### [INSTRUCTIONS TO FOLLOW]
The answer must be the full data, restated word for word, with no pictures in it.

### [PROVIDED DATA]

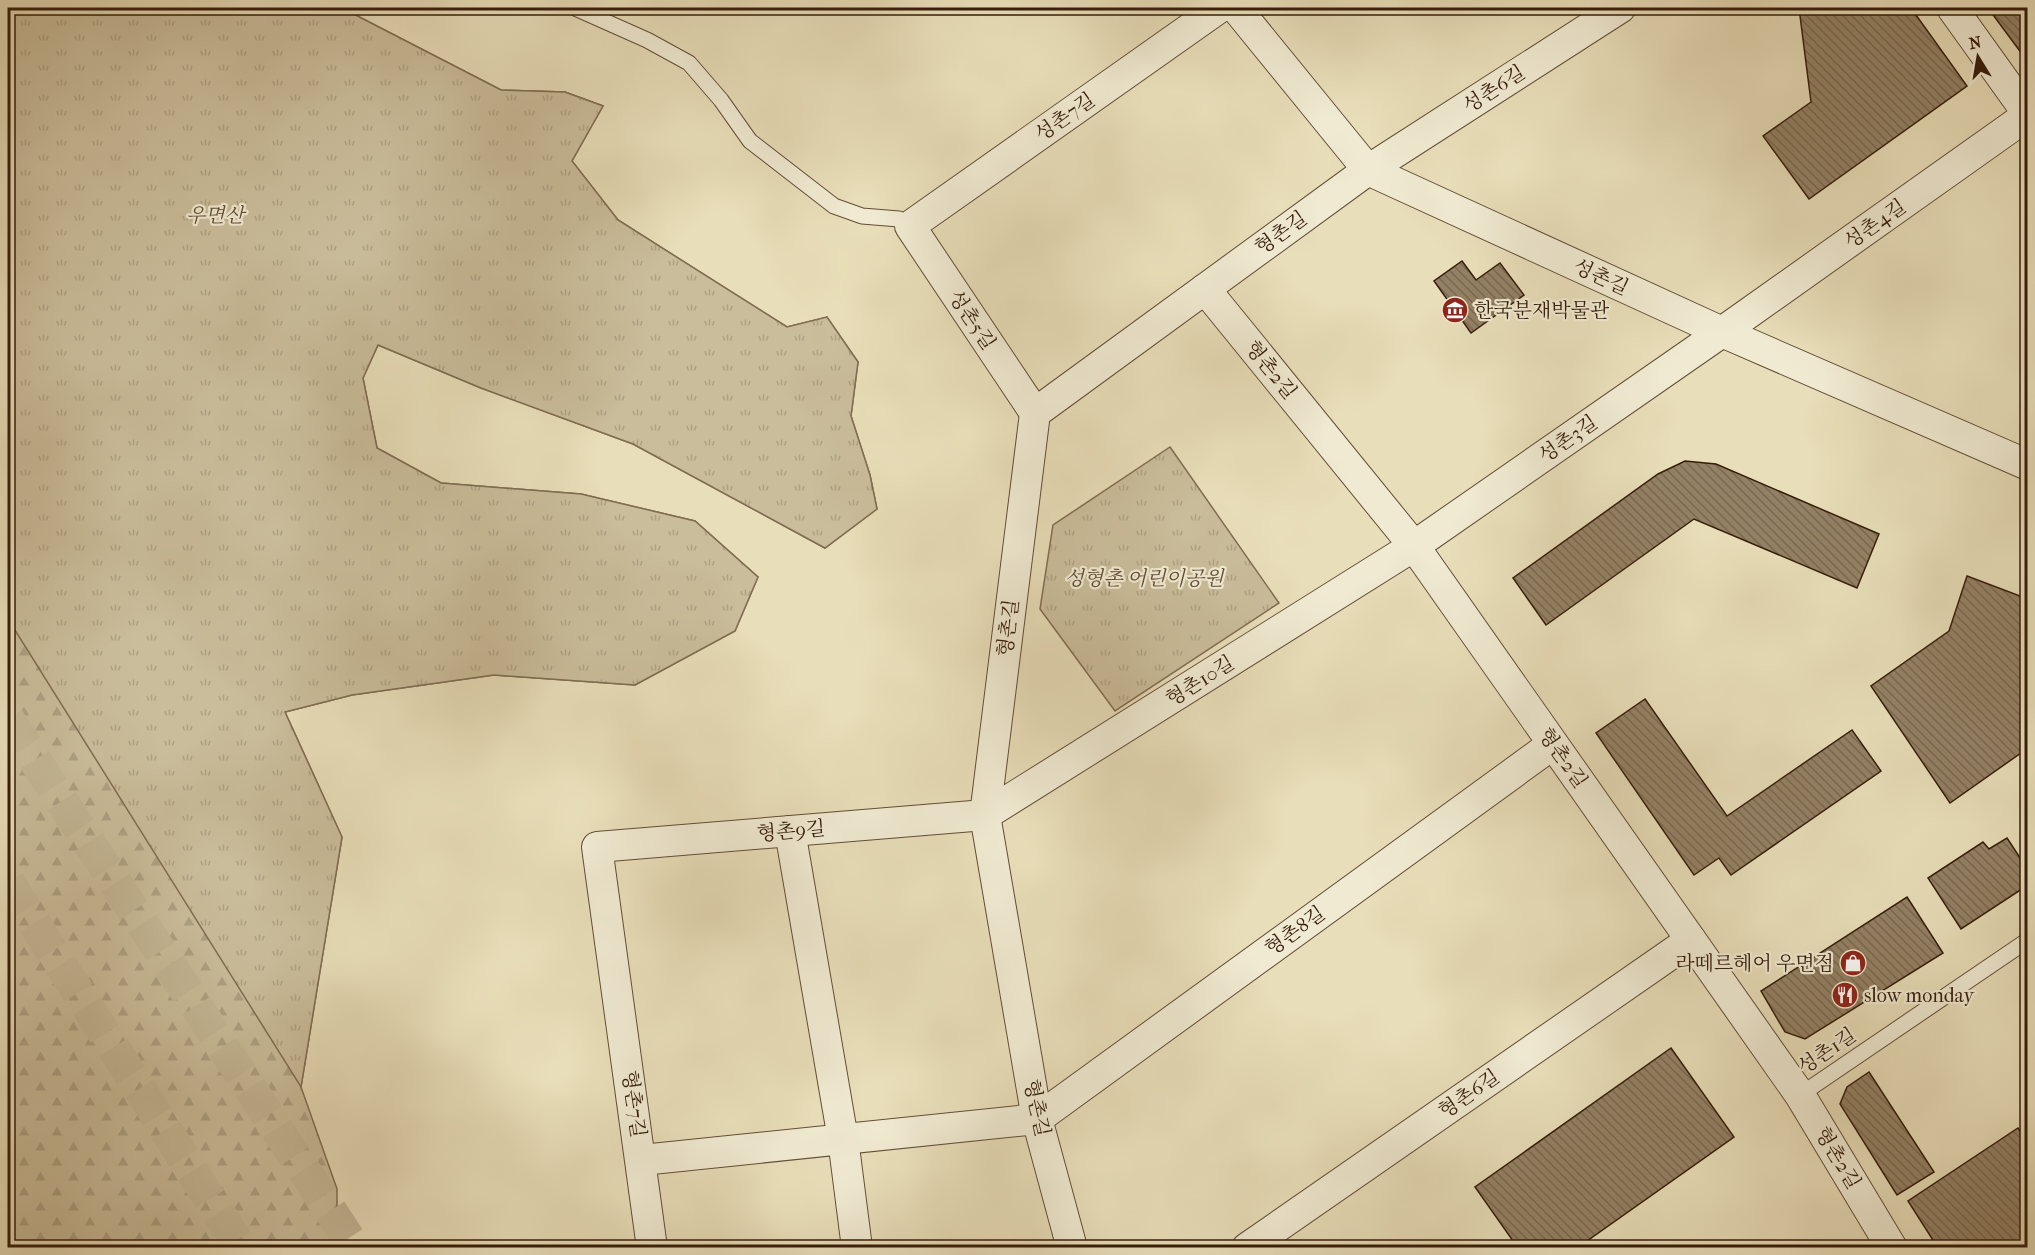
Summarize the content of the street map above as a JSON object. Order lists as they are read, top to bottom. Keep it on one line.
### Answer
{"streets":{"street":["성촌6길","성촌7길","성촌4길","형촌길","성촌길","성촌5길","형촌2길","성촌3길","형촌10길","형촌9길","형촌8길","형촌6길","형촌7길"],"lane":["성촌1길"]},"crossings":[["성촌6길","형촌길"],["성촌6길","성촌길"],["성촌7길","성촌5길"],["성촌4길","성촌길"],["성촌4길","성촌3길"],["형촌길","성촌길"],["형촌길","성촌5길"],["형촌길","형촌2길"],["형촌길","형촌10길"],["형촌길","형촌9길"],["형촌길","형촌8길"],["형촌길","형촌7길"],["성촌길","성촌3길"],["형촌2길","성촌3길"],["형촌2길","형촌10길"],["형촌2길","형촌8길"],["형촌2길","성촌1길"],["형촌2길","형촌6길"],["성촌3길","형촌10길"],["형촌10길","형촌9길"],["형촌9길","형촌7길"],["형촌8길","형촌7길"]],"parks":["우면산","성형촌 어린이공원"],"places":{"museum":["한국분재박물관"],"shop":["라떼르헤어 우면점"],"restaurant":["slow monday"]},"north":"top"}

### [OUTPUT OF THE EXERCISE]
Summarize the content of the street map above as a JSON object. Order lists as they are read, top to bottom. Keep it on one line.
### Answer
{"streets":{"street":["성촌6길","성촌7길","성촌4길","형촌길","성촌길","성촌5길","형촌2길","성촌3길","형촌10길","형촌9길","형촌8길","형촌6길","형촌7길"],"lane":["성촌1길"]},"crossings":[["성촌6길","형촌길"],["성촌6길","성촌길"],["성촌7길","성촌5길"],["성촌4길","성촌길"],["성촌4길","성촌3길"],["형촌길","성촌길"],["형촌길","성촌5길"],["형촌길","형촌2길"],["형촌길","형촌10길"],["형촌길","형촌9길"],["형촌길","형촌8길"],["형촌길","형촌7길"],["성촌길","성촌3길"],["형촌2길","성촌3길"],["형촌2길","형촌10길"],["형촌2길","형촌8길"],["형촌2길","성촌1길"],["형촌2길","형촌6길"],["성촌3길","형촌10길"],["형촌10길","형촌9길"],["형촌9길","형촌7길"],["형촌8길","형촌7길"]],"parks":["우면산","성형촌 어린이공원"],"places":{"museum":["한국분재박물관"],"shop":["라떼르헤어 우면점"],"restaurant":["slow monday"]},"north":"top"}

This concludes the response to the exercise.